--- START ---
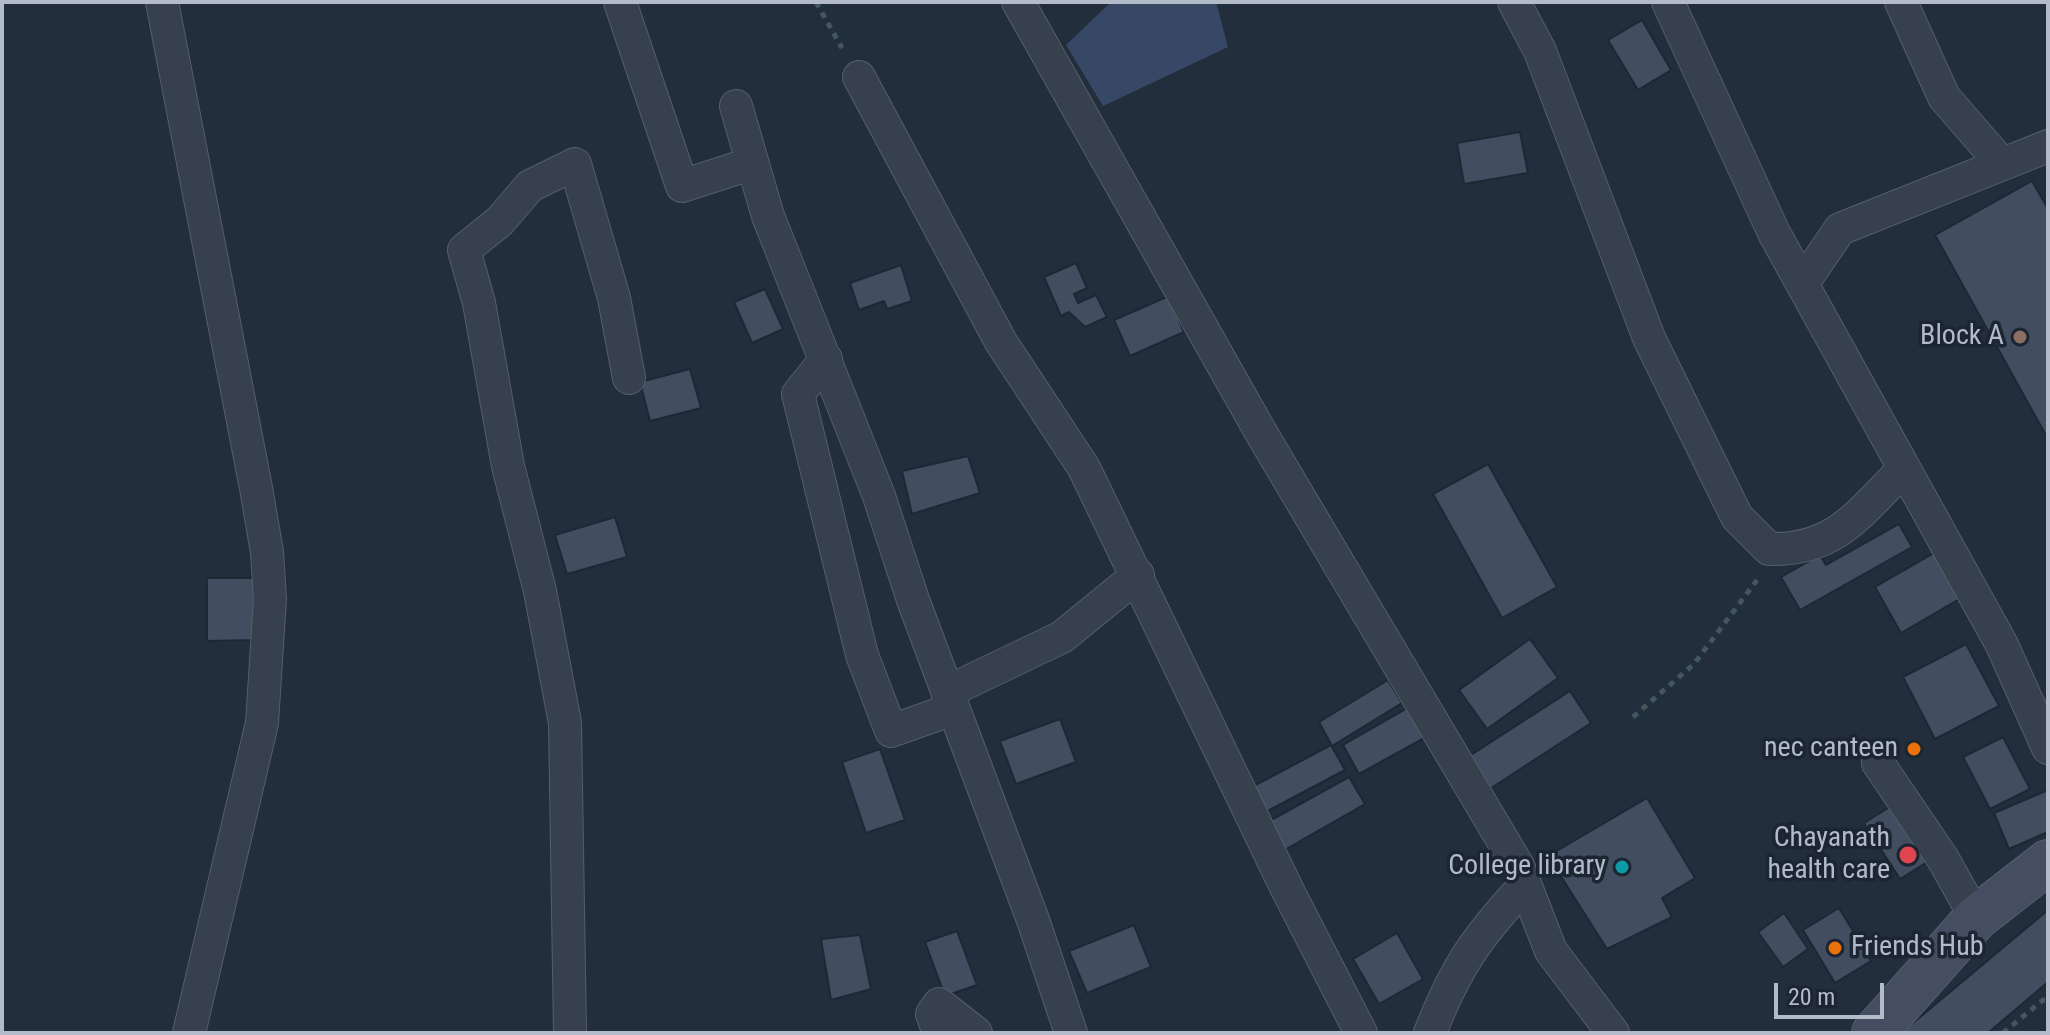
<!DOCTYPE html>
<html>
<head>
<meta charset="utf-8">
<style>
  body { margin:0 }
  #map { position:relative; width:2050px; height:1035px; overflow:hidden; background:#232e3d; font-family:"Roboto Condensed",sans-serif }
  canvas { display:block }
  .frame { position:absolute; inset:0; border:4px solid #b3bbc9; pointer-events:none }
  .scale { position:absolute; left:1774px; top:983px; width:110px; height:36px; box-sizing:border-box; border:4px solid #b3bbc9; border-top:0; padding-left:10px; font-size:24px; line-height:28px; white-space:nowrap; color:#b3bbc9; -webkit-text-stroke:6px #1c2532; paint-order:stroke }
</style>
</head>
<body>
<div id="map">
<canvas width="2050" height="1035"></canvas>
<div class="frame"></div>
<div class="scale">20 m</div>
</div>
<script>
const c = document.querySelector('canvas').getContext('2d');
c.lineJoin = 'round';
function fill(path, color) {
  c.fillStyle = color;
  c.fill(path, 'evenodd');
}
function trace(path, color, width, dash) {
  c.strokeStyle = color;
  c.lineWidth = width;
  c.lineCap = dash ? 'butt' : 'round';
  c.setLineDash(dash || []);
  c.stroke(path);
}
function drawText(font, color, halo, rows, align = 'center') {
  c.font = font + ' "Roboto Condensed",sans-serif';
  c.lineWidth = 7;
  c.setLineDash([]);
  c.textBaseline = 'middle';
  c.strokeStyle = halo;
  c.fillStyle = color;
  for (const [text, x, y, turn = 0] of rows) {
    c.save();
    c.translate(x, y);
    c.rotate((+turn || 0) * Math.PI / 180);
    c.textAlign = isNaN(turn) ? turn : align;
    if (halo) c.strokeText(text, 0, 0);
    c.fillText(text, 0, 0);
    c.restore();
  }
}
const water = new Path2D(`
  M1111,2H1216L1228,47L1103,106L1066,45Z`);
const building = new Path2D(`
  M1642,20L1671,70L1638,90L1608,40Z
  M1520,132L1528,173L1464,184L1457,143Z
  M2032,181L2048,209V439L1935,235Z
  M1076,263L1087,288L1074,294L1078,303L1096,295L1107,317L1085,327L1069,312L1061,316L1044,277Z
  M901,265L912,301L887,309L884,301L859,310L850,283Z
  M765,289L783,329L752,343L734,302Z
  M1169,296L1184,332L1130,356L1114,320Z
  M690,369L701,408L650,421L640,382Z
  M968,456L980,493L912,514L902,471Z
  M1488,464L1557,587L1502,618L1433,494Z
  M615,517L627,557L567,574L555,535Z
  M1899,524L1912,547L1800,610L1781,577L1820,555L1826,565Z
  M1934,553L1961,598L1901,633L1875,587Z
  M207,578H256L257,640L207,641Z
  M1530,639L1558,678L1487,729L1459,690Z
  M1966,644L1999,706L1935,739L1903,677Z
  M1388,680L1402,703L1332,746L1319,722Z
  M1570,691L1591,723L1482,794L1460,762Z
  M1411,706L1428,736L1359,774L1343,745Z
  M1060,719L1076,762L1016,784L1000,741Z
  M2003,737L2030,789L1990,809L1963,757Z
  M1331,745L1345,770L1262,814L1248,789Z
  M880,749L905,820L866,833L842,762Z
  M1349,777L1365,804L1281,852L1264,824Z
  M2048,790V832L2009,849L1994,813Z
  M1647,798L1695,878L1662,898L1672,917L1607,949L1548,856Z
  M1896,803L1932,859L1900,879L1864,823Z
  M1839,908L1871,961L1835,983L1803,930Z
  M2048,910V982L1988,1033H1901Z
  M1784,913L1808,949L1783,967L1758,932Z
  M1134,925L1151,967L1087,993L1069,951Z
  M957,931L977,985L945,996L925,942Z
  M1397,933L1423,979L1379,1004L1353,959Z
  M860,935L871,989L831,1000L821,939Z`);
const path = new Path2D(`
  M816,2L842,48
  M1633,717L1694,664L1757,580
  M2003,1033L2043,1000H2048`);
const street = new Path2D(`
  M162,2L256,488L267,552L270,599L262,723L189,1033
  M620,2L682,186L750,164
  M1018,2L1263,436L1518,866L1551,951L1613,1033
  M1514,2L1540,51L1649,338L1737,517L1769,549C1836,551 1859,513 1903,470
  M1668,2L1774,233L2002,645L2048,748
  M1901,2L1944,97L2001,163
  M859,77L1001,342L1084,468L1287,889L1361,1033
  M736,106L768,216L879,496L913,600L1033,920L1071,1033
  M1803,283L1840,229L2048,146
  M826,359L798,394L862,655L891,731L953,709
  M947,692L1062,637L1138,575
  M1878,763L1943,859L1976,918
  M570,1033L565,723L540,591L508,466L479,303L464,250L500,221L530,186L575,164L614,298L629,378
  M939,1033L932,1014L939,1004L976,1033
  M1430,1033C1456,966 1477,937 1525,885`);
const secondary = new Path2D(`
  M1874,1033L1976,918L2048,862`);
const markers = [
  [2020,337,8,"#8d6e63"],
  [1914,749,8,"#e8710a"],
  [1908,855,10,"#e0444e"],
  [1622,867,8,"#0f9aa8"],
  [1835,948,8,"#e8710a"]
];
const poiNames = [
  ["Block A",2004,337],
  ["nec canteen",1898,749],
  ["Chayanath",1890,839],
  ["health care",1890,871],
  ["College library",1606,867],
  ["Friends Hub",1851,948,"left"]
];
fill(water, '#364865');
fill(building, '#424d60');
trace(building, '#1e2734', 2);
trace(street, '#555e6b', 34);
trace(secondary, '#555e6b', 46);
trace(path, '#43585b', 5, [6, 6]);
trace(street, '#37404d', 32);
trace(secondary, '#454e61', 44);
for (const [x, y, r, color] of markers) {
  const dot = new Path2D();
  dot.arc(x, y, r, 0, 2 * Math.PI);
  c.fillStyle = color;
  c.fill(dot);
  trace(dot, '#1c2532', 3);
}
drawText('28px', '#b3bbc9', '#1c2532', poiNames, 'right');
</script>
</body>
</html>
--- END ---
For this task, copy every line of the material in which "halo" appears.

function drawText(font, color, halo, rows, align = 'center') {
  c.strokeStyle = halo;
    if (halo) c.strokeText(text, 0, 0);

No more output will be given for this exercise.